[EXERCISE] In the listing below, write out exactly each line from the first through the one containing "Quick job: Transcribe".

[RECORDS FOR THIS TASK]

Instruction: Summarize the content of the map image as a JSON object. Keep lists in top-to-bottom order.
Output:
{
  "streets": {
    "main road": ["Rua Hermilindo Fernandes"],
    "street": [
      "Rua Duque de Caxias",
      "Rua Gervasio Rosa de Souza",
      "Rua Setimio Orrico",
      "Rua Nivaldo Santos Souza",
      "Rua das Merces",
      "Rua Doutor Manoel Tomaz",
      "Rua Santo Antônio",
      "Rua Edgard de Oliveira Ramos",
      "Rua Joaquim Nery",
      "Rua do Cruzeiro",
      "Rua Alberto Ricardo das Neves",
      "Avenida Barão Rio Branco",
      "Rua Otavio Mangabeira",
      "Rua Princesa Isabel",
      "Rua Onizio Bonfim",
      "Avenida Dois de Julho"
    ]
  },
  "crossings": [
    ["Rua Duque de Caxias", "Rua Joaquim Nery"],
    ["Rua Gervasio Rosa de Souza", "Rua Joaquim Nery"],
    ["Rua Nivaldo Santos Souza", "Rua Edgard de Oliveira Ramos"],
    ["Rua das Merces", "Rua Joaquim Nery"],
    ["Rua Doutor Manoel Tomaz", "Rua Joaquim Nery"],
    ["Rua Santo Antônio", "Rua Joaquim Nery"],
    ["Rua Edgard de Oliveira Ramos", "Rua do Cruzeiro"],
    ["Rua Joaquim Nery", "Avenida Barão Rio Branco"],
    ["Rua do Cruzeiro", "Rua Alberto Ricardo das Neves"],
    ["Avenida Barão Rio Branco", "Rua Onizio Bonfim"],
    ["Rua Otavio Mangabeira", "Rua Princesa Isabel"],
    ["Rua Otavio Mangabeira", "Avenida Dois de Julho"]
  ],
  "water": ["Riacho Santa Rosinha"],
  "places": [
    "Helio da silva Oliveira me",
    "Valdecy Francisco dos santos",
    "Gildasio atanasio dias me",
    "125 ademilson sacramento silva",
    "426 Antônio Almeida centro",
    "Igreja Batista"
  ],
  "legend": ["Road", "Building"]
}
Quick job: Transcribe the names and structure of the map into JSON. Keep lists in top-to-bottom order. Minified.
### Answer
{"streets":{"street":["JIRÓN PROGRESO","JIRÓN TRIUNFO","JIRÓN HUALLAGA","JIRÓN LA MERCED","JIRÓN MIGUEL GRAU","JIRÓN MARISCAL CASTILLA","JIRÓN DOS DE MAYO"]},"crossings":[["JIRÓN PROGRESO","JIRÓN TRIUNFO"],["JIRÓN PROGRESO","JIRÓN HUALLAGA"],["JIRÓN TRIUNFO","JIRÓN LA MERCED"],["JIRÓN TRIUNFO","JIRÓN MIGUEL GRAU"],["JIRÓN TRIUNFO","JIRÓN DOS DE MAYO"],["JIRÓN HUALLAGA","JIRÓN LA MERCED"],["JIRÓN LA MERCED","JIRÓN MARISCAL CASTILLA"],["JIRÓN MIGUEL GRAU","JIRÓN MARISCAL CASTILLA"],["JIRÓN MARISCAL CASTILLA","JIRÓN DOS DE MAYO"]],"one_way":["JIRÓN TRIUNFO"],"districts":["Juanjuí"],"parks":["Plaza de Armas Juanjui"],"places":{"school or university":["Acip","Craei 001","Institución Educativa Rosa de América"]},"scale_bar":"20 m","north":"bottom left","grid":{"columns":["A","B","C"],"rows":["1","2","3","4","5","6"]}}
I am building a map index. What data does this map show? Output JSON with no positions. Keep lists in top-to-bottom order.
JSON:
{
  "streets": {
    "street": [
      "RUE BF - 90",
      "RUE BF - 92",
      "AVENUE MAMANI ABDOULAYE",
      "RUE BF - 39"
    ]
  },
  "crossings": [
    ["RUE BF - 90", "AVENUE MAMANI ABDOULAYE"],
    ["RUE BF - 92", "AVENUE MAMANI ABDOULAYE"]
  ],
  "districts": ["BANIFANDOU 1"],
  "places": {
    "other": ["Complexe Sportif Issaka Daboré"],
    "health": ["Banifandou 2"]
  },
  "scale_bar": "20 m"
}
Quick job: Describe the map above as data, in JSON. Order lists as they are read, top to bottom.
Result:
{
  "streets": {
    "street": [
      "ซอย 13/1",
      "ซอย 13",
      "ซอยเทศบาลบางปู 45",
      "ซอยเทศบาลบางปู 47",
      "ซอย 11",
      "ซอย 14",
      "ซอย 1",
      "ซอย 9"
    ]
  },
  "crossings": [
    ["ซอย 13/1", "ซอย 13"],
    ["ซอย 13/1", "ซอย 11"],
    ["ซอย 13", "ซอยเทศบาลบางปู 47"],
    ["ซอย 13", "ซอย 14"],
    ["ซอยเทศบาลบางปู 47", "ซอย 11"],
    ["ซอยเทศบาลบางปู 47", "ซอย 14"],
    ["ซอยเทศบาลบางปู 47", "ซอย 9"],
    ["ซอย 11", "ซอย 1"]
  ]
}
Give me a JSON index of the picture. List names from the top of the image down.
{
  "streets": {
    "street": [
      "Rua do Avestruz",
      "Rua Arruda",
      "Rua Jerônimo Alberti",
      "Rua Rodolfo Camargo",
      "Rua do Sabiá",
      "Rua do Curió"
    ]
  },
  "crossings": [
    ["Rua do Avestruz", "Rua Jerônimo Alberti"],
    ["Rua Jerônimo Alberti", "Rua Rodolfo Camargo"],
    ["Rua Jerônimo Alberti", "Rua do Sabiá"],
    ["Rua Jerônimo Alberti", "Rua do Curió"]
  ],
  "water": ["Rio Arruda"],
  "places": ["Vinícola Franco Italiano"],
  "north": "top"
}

[WRITTEN SOLUTION]
Instruction: Summarize the content of the map image as a JSON object. Keep lists in top-to-bottom order.
Output:
{
  "streets": {
    "main road": ["Rua Hermilindo Fernandes"],
    "street": [
      "Rua Duque de Caxias",
      "Rua Gervasio Rosa de Souza",
      "Rua Setimio Orrico",
      "Rua Nivaldo Santos Souza",
      "Rua das Merces",
      "Rua Doutor Manoel Tomaz",
      "Rua Santo Antônio",
      "Rua Edgard de Oliveira Ramos",
      "Rua Joaquim Nery",
      "Rua do Cruzeiro",
      "Rua Alberto Ricardo das Neves",
      "Avenida Barão Rio Branco",
      "Rua Otavio Mangabeira",
      "Rua Princesa Isabel",
      "Rua Onizio Bonfim",
      "Avenida Dois de Julho"
    ]
  },
  "crossings": [
    ["Rua Duque de Caxias", "Rua Joaquim Nery"],
    ["Rua Gervasio Rosa de Souza", "Rua Joaquim Nery"],
    ["Rua Nivaldo Santos Souza", "Rua Edgard de Oliveira Ramos"],
    ["Rua das Merces", "Rua Joaquim Nery"],
    ["Rua Doutor Manoel Tomaz", "Rua Joaquim Nery"],
    ["Rua Santo Antônio", "Rua Joaquim Nery"],
    ["Rua Edgard de Oliveira Ramos", "Rua do Cruzeiro"],
    ["Rua Joaquim Nery", "Avenida Barão Rio Branco"],
    ["Rua do Cruzeiro", "Rua Alberto Ricardo das Neves"],
    ["Avenida Barão Rio Branco", "Rua Onizio Bonfim"],
    ["Rua Otavio Mangabeira", "Rua Princesa Isabel"],
    ["Rua Otavio Mangabeira", "Avenida Dois de Julho"]
  ],
  "water": ["Riacho Santa Rosinha"],
  "places": [
    "Helio da silva Oliveira me",
    "Valdecy Francisco dos santos",
    "Gildasio atanasio dias me",
    "125 ademilson sacramento silva",
    "426 Antônio Almeida centro",
    "Igreja Batista"
  ],
  "legend": ["Road", "Building"]
}
Quick job: Transcribe the names and structure of the map into JSON. Keep lists in top-to-bottom order. Minified.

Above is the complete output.